Martin Kulldorff, an epidemiologist at Harvard, had a similar experience with his article, early in the pandemic, arguing that resources should be focused on protecting the elderly…. It was a tragically accurate prophecy from one of the leading experts on infectious disease, but Kulldorff couldn’t find a scientific journal or media outlet to accept the article, so he ended up posting it on his own LinkedIn page. “There’s always a certain amount of herd thinking in science,” Kulldorff says, “but I’ve never seen it reach this level. Most of the epidemiologists and other scientists I’ve spoken to in private are against lockdowns, but they’re afraid to speak up.”
Perhaps all these people are fringe nutters? Kulldorff would eventually join with Bhattacharya and Sunetra Gupta of Oxford to produce the Great Barrington Declaration. In it they urged officials to shield the elderly by doing more tests of the staff at nursing homes and hospitals, while reopening business and schools for younger people, which would ultimately protect the vulnerable as herd immunity grew among the low-risk population.
They managed to attract attention but not the kind they hoped for. Though tens of thousands of other scientists and doctors went on to sign the declaration, the press caricatured it as a deadly “let it rip” strategy and an “ethical nightmare” from “Covid deniers” and “agents of misinformation.” Google initially shadow-banned it so that the first page of search results for “Great Barrington Declaration” showed only criticism of it (like an article calling it “the work of a climate denial network”) but not the declaration itself. Facebook shut down the scientists’ page for a week for violating unspecified “community standards.”

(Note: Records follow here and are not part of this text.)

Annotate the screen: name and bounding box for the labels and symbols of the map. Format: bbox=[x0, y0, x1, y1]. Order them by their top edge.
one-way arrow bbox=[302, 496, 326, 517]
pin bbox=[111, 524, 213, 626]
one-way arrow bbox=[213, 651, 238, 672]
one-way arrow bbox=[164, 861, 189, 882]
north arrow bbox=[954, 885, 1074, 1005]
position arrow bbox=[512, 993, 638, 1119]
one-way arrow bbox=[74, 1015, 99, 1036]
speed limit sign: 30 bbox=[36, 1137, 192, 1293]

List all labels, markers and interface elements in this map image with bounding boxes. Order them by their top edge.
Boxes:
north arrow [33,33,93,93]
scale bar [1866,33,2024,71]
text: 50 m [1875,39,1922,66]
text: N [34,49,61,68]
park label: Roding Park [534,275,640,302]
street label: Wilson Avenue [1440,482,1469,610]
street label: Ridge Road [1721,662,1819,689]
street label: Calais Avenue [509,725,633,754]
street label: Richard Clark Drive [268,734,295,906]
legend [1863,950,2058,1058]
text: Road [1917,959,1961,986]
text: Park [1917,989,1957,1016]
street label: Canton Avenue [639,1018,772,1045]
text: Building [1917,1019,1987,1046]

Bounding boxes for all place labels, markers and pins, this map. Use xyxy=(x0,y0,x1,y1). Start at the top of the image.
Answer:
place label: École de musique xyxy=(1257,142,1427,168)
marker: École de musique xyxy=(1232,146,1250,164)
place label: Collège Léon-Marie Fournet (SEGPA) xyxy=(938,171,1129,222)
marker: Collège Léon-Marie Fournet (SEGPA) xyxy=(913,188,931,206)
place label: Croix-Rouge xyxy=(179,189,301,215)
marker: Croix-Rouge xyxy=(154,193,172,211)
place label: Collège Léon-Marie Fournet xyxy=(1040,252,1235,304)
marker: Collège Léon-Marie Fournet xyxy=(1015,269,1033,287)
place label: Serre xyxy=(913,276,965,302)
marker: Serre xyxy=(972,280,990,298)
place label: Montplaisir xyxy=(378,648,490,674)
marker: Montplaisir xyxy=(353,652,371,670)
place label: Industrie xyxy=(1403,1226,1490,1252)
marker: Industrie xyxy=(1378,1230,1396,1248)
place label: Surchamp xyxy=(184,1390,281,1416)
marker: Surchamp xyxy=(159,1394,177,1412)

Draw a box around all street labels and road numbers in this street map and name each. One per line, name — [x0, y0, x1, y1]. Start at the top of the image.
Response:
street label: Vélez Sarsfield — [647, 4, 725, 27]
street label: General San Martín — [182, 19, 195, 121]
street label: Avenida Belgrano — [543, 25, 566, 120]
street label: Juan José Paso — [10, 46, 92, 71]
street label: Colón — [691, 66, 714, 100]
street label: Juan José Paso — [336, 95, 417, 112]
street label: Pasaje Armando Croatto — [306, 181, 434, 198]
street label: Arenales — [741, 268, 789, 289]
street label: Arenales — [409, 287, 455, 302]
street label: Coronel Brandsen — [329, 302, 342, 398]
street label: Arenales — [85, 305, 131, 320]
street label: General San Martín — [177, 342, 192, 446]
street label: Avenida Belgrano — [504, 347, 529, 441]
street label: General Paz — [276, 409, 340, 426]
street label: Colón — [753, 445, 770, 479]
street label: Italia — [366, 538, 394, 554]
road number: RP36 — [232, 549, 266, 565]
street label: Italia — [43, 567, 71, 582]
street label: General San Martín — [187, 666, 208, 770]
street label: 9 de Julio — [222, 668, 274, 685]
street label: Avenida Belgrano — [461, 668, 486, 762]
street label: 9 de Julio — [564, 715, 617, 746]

The traditional strategy for dealing with pandemics was to isolate the infected and protect the most vulnerable, just as Atlas and the Great Barrington scientists recommended. The CDC’s pre-pandemic planning scenarios didn’t recommend extended school closures or any shutdown of businesses even during a plague as deadly as the 1918 Spanish flu.
You can read an extensive list of studies on the failure of lockdowns around the world as of April 21, 2021, here. The Spiked site has a list of nations, lockdowns and their failures. New Zealand is not there yet, but as recent decisions have shown, what happened here in 2020 with the L4 lockdown reducing cases to zero, can only be described as a fluke, and it has failed at its second attempt, just like everywhere else.
As the pandemic fades and the years pass, the arguments over lockdowns will be lengthy and intense, as they should be. But this method should never be used again.